2.4. Statistical Analysis
The data were entered into Microsoft Excel and then transferred to Stata 10.1 (Stata Corp. College Station, TX, USA) software for statistical analysis. Categorical variables were expressed in terms of frequencies (n) and percentages (%). The quantitative variables were expressed through mean and standard deviation (SD). The characteristics of the screening population and prevalence of CKD were presented in the table. The prevalence of various stages of CKD was presented using a bar diagram. Differences in prevalence were assessed by a chi-square test and p < 0.05 was considered statistically significant.

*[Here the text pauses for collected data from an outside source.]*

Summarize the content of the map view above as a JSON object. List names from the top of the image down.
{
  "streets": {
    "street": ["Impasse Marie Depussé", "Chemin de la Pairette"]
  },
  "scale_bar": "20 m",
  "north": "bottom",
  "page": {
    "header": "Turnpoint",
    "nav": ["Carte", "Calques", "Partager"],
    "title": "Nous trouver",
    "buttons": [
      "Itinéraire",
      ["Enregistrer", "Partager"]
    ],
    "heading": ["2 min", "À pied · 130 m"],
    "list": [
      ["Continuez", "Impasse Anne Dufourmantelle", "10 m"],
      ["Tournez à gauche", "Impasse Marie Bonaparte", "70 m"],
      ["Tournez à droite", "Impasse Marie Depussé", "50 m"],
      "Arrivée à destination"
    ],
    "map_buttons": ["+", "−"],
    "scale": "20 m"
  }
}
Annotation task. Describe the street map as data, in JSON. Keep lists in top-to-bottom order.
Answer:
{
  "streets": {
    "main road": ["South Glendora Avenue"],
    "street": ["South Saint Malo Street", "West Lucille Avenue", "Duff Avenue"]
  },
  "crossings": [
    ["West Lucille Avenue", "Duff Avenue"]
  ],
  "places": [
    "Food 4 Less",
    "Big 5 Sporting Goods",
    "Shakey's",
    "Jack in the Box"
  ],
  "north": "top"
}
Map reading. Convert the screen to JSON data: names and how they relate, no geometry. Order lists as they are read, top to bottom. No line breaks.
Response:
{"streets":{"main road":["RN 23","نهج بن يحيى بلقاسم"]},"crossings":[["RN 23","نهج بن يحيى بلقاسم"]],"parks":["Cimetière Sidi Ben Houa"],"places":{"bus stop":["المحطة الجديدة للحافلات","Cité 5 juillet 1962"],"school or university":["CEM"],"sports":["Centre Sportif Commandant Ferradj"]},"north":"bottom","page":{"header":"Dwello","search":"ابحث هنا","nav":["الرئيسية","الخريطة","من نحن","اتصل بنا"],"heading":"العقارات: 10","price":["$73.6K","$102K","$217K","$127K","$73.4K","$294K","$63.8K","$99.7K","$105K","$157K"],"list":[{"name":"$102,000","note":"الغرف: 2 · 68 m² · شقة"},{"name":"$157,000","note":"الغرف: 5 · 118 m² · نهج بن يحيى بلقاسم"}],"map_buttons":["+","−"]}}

2.5. Ethical Considerations
The Institutional Review Board of Apollo Hospitals, Bhubaneswar approved this study. Written consent was obtained from all participants for the collection of information and clinical samples.
3. Results
A total of 2616 households in 24 villages were surveyed. Out of 11,481 individuals, 6581 were in the age group of 20–60 years. Of these, 1970 were staying outside of the village and 478 were absent during the survey. Hence, the target population for screening was 4133 individuals. However 1155 were unwilling to participate in this study and a total 2978 individuals participated in this study.
Among 2978 individuals, 349 (11.7%) had hypertension, 169 (5.7%) had diabetes, 459 (15.4%) were either diabetic or had hypertension, and only 59 (1.98%) had both diabetes and hypertension.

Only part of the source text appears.